Accomplished thriller doesn't always talk the talk

Remember when political thrillers mattered? In such 70s classics as The Parallax View, The Conversation and All the President's Men, filmmakers adopted a take-no-prisoners stance that allowed them to name names, tackle incendiary issues head-on, and not worry about how to wrap matters up with a tacked-on happy ending. Watching these films even today, there's a sense that something was truly at stake — and that "something" wasn't necessarily restricted to the topography of the movie screen. Beyond the ripped-from-the-headlines immediacy of President's Men, both Parallax and Conversation chilled audiences with their nightmarish scenarios of a United States in which no God-given right was so precious that it couldn't be taken away in the blink of an eye if it ran contrary to the interests of the small cabals that really run this country.
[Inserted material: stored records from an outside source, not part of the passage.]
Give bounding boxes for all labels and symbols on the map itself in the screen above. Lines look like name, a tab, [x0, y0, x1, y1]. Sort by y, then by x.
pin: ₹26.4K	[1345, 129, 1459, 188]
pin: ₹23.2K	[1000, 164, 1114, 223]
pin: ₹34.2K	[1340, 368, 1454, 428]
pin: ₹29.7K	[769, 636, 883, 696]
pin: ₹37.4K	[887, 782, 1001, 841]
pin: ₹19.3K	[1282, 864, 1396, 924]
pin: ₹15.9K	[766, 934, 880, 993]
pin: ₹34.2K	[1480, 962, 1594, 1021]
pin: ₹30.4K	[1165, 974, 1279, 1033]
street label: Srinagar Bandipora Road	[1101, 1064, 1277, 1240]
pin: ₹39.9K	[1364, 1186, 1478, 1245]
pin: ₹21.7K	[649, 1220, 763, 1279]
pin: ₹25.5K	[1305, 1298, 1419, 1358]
Sydney Pollack is no stranger to this sort of paranoia thriller. He directed one of the best: 1975's Three Days of the Condor, in which CIA reader Robert Redford must figure out why he's been marked for termination — possibly by the very agency for which he punches out a living. That Pollack would now be helming something like The Interpreter points out how much cinema has changed over the ensuing decades.
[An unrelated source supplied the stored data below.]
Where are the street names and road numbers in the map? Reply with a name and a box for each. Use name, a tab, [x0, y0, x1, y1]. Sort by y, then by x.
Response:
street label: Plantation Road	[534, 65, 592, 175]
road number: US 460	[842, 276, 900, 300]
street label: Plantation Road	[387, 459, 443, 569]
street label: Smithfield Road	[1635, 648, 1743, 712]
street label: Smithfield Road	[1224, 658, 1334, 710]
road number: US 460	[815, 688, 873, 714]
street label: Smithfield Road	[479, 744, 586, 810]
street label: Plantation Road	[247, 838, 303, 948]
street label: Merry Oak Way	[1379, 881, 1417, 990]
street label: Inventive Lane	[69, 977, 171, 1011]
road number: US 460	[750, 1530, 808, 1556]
Firebrand moviemaking still exists, but it's almost exclusively found in the realm of documentaries, where its creators don't have to answer to nervous studio suits as they aim their arsenal of words and imagery at George W. Bush or Enron or even McDonald's. It takes a filmmaker of rigid moral fiber — and a studio willing to finance such an endeavor — to actually blanket multiplexes with a fictional tale that might ruffle feathers in high places. David O. Russell's Three Kings (courtesy of Warner Bros.) and Warren Beatty's Bulworth (from Fox!) were such films; The Interpreter, for all its high-minded ambitions, isn't quite there.
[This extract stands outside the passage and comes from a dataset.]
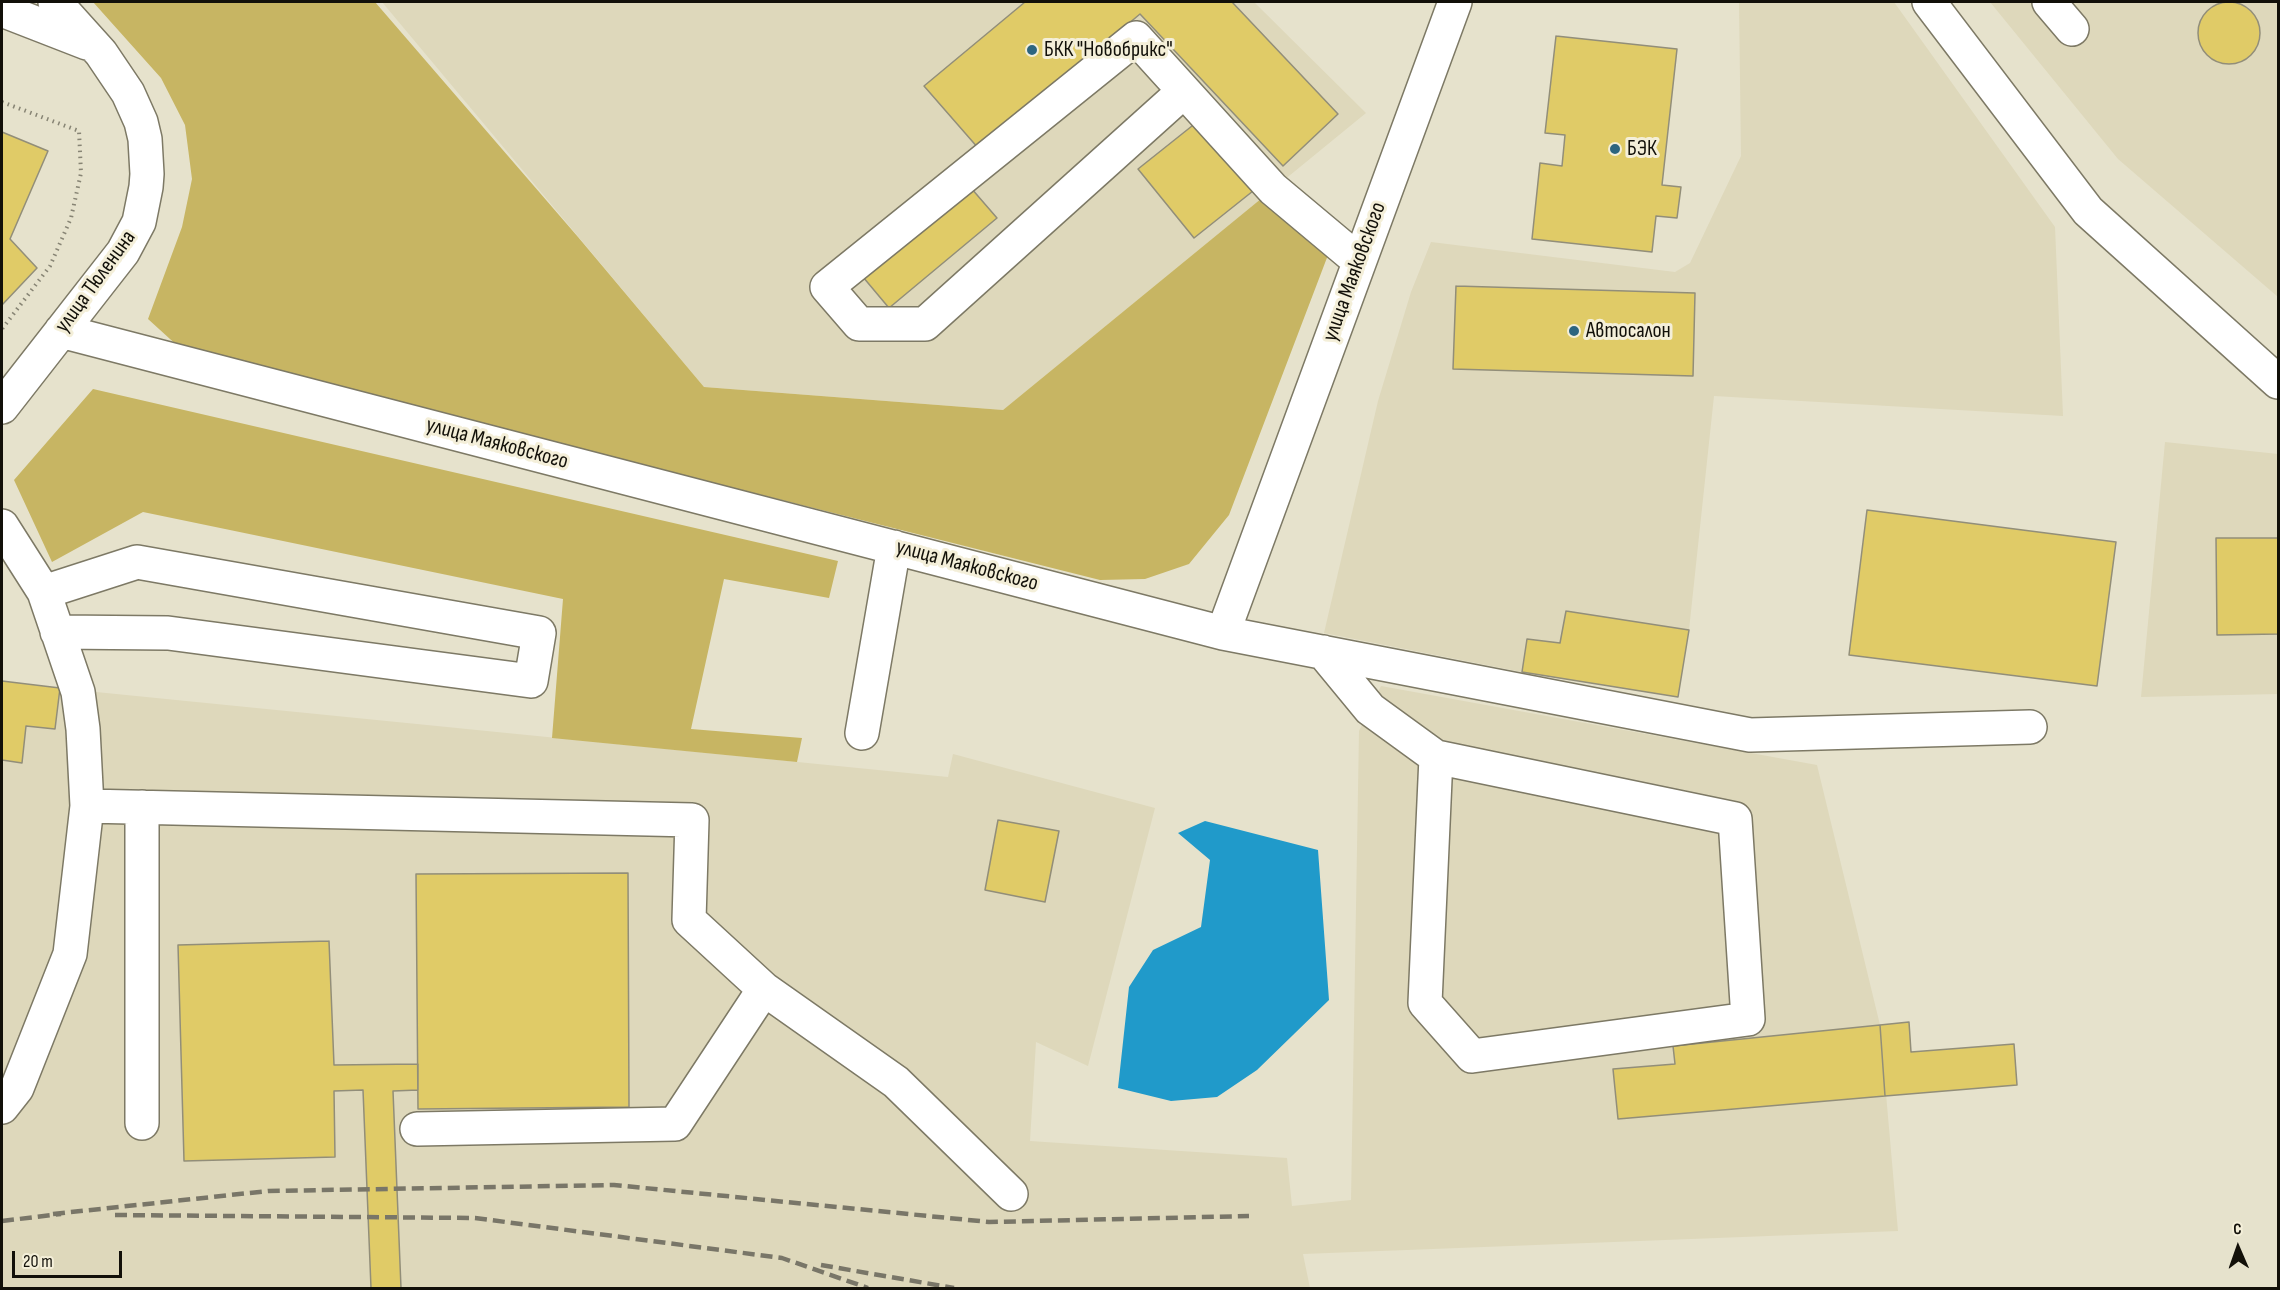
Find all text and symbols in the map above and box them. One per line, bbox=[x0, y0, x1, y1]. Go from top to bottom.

That's not to say that The Interpreter is a dud. As one of the few movies out there that doesn't cater to the kids or to the Tarantino fanatics (or is that a redundancy?), this earns high marks for remembering that movies can have meaty plots, intricate character dynamics and a relaxed storytelling style that will strike many as bloated and boring but which is actually deliberately paced and involving. But even with a script co-written by such heavy hitters as Steven Zaillian (Schindler's List) and Scott Frank (Minority Report), the film studiously avoids mixing its reel-world politics with real-world politics. This timidity is not a virtue.

Nicole Kidman ably portrays the title character: She's Silvia Broome, who escaped a troubled past in her (fictional) African homeland of Matobo to become an interpreter at the United Nations building in New York. Late one night, she just happens to overhear two voices discussing a plot to assassinate Matobo president Zuwanie (Earl Cameron), a former freedom fighter who's now a mad butcher prone to slaughtering his own people. Because Zuwanie is scheduled to address the UN General Assembly to defend his position, Silvia deduces that must be when the killers plan to strike. Relaying the info to the police (veteran actor Clyde Kusatsu has a couple of nice scenes as the chief), she then finds herself being interrogated by Secret Service agents Tobin Keller (Sean Penn, more relaxed than usual) and Dot Woods (a sharp Catherine Keener).

Tobin doesn't trust Silvia, and his instincts prove correct: As he snoops around, he discovers things about her past that reveal she would be as happy as anyone to see Zuwanie dead. But further sleuthing also reveals that her story's not entirely made up: A masked man appears on her balcony in an attempt to frighten her, and a dead body eventually turns up in a closet. And to complicate matters even more, one of Zuwanie's primary opponents (George Harris), himself a suspect, has turned up in New York for reasons unknown.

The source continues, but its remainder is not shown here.